The three (3) shell (.sh) scripts are here to serve as supplementary data to my capstone. They scripts were created and executed in Scripps Translational Research Institute's terminal.
In collaboration with American Heart Association, the Research Triangle Institute (RTI) International’s disease burden report projects 45% of the U.S. population to be affected by some cardiovascular disease (CVD) in 2035, costing the U.S. healthcare system approximately $318 billion to treat these heart conditions. CVD is influenced by both genetic and lifestyle factors, and it is commonly seen with conditions including atherosclerosis, high blood pressure, heart attacks, and heart failures. Despite the National Institutes of Health’s (NIH) $1.4 trillion funding for research and prevention programs of CVD, there is a continual rise of CVD prevalence. This suggests that a more effective preventative strategy is needed to take place. One of the proposed ways is through an absolute risk assessment based on an aggregate of estimated genetic risk across multiple chromosome loci -- a genetic risk score (GRS). Multiple research studies identified cytogenetic region 9p21 of the human genome to estimate an individual’s risk of inheriting a type of CVD called coronary artery disease (CAD). Hence, GRS can be useful in encouraging individuals to mitigate their risk by having a healthy diet and active lifestyle. An app, called MyGeneRank, is designed to generate a CAD GRS using an individual’s 23andMe genotype data. Unfortunately, there is an error with the GRS calculation; and it is discovered that the traditional statistical-based imputation, Minimac4, is giving rise to different GRS scores after multiple replications. To counteract the issues, a deep learning framework called the autoencoder is developed to accurately impute the genotype data with a faster processing time using a neural network. Prior results suggest that the autoencoder could replace Minimac4, especially when it comes to imputing on larger datasets where processing time becomes an issue. The current autoencoder code-script in the pipeline is hard-coded solely for chromosome 22. In other words, the autoencoder would have to be slightly re-coded for each of the other chromosomes. The objective of this study is to create an efficient imputation workflow by automating the imputation process across the whole genome so that it could be more effective and efficient than Minimac4 at imputing genotypes.
The objective of this script is to extract the VMV (valley mountain valley) from HRC reference panel (one chromosome per run) by using the Positions and Minima files.

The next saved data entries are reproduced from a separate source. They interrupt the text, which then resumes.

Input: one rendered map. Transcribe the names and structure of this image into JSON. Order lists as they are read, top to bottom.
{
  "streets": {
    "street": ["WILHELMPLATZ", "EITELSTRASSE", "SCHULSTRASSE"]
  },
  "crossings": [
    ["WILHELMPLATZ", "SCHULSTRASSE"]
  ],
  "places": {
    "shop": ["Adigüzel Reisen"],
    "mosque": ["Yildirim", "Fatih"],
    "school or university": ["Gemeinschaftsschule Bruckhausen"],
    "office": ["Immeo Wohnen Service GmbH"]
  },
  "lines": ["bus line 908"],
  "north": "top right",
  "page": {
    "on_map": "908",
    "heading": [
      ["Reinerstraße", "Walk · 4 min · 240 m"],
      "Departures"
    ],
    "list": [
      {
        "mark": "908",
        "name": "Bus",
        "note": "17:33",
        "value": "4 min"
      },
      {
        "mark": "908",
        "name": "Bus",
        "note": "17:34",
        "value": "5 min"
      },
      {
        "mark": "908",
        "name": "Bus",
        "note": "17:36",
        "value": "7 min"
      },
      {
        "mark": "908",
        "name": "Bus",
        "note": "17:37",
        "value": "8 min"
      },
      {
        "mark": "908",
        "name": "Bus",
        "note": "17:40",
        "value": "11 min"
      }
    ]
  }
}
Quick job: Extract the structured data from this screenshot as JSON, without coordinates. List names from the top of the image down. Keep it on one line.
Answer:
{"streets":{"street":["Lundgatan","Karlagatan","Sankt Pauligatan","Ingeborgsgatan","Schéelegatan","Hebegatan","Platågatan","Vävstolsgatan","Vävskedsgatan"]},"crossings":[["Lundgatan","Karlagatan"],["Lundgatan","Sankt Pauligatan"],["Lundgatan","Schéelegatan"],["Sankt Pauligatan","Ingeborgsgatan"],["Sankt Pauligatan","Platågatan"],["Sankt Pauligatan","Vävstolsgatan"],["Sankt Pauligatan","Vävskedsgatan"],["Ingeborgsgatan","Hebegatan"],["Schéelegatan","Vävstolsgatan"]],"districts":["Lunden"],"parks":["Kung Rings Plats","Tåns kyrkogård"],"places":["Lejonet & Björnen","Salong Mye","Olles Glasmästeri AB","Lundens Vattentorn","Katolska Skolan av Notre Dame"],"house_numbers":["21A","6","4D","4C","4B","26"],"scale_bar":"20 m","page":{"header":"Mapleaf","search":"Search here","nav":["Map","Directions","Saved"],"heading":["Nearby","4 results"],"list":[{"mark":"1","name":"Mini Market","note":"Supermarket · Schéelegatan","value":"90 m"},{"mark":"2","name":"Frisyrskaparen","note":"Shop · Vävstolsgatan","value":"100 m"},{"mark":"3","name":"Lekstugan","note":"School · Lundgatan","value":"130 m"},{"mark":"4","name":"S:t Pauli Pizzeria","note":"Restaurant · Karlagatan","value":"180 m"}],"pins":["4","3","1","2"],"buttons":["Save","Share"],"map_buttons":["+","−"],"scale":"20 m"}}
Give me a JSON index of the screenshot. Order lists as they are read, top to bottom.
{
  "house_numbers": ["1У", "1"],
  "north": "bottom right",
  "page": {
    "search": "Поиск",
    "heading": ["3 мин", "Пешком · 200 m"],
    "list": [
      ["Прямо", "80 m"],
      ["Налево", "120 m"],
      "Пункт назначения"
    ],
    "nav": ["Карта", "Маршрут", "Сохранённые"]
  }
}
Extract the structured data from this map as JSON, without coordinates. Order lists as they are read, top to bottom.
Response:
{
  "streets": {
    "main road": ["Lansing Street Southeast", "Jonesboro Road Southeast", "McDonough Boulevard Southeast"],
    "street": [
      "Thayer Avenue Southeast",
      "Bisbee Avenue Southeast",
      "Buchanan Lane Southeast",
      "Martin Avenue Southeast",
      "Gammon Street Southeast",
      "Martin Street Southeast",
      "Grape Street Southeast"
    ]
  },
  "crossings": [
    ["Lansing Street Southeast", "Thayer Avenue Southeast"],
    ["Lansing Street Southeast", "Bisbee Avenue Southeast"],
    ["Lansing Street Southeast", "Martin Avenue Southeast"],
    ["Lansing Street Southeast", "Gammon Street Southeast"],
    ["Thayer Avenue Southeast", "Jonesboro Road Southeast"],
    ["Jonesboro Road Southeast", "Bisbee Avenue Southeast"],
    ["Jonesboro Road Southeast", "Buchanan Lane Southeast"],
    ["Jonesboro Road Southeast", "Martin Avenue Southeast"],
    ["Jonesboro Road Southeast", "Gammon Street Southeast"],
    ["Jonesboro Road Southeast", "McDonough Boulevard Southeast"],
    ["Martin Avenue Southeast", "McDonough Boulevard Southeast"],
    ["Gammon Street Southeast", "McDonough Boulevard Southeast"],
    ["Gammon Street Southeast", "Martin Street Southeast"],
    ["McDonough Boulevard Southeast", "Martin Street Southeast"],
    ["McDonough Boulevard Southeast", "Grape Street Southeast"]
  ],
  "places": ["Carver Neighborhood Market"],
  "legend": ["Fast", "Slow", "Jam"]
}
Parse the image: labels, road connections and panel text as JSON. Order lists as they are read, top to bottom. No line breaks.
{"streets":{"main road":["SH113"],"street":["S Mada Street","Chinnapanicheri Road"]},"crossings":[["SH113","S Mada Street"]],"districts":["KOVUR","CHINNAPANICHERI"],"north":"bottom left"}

It will set a VMV size threshold of 6000 variants. If the VMV block is larger than the maximum size threshold, then the script will look at the Minima file and slice the block using the minima information.
The objective is to automate the process of generating imputed vcf files by parsing through the VMV files and impute the missing genetic variants. It will require 2 modules to be loaded into the environment: tensorflow/1.15.0py36-cuda & python/3.6.3. It will also need script "Imputation_inference_function_only_dosage.py". This can be shared by Scripps Translational Research Institute per their discretion.
The user will need any version of a visual code editor (such as Spyder or Visual Studio Code) to view and edit the script. The scripts rely on some pre-existing files and script. These can be shared by Scripps Translatational Research Institute per their discretion.
There is no need for installation to view/edit the scripts.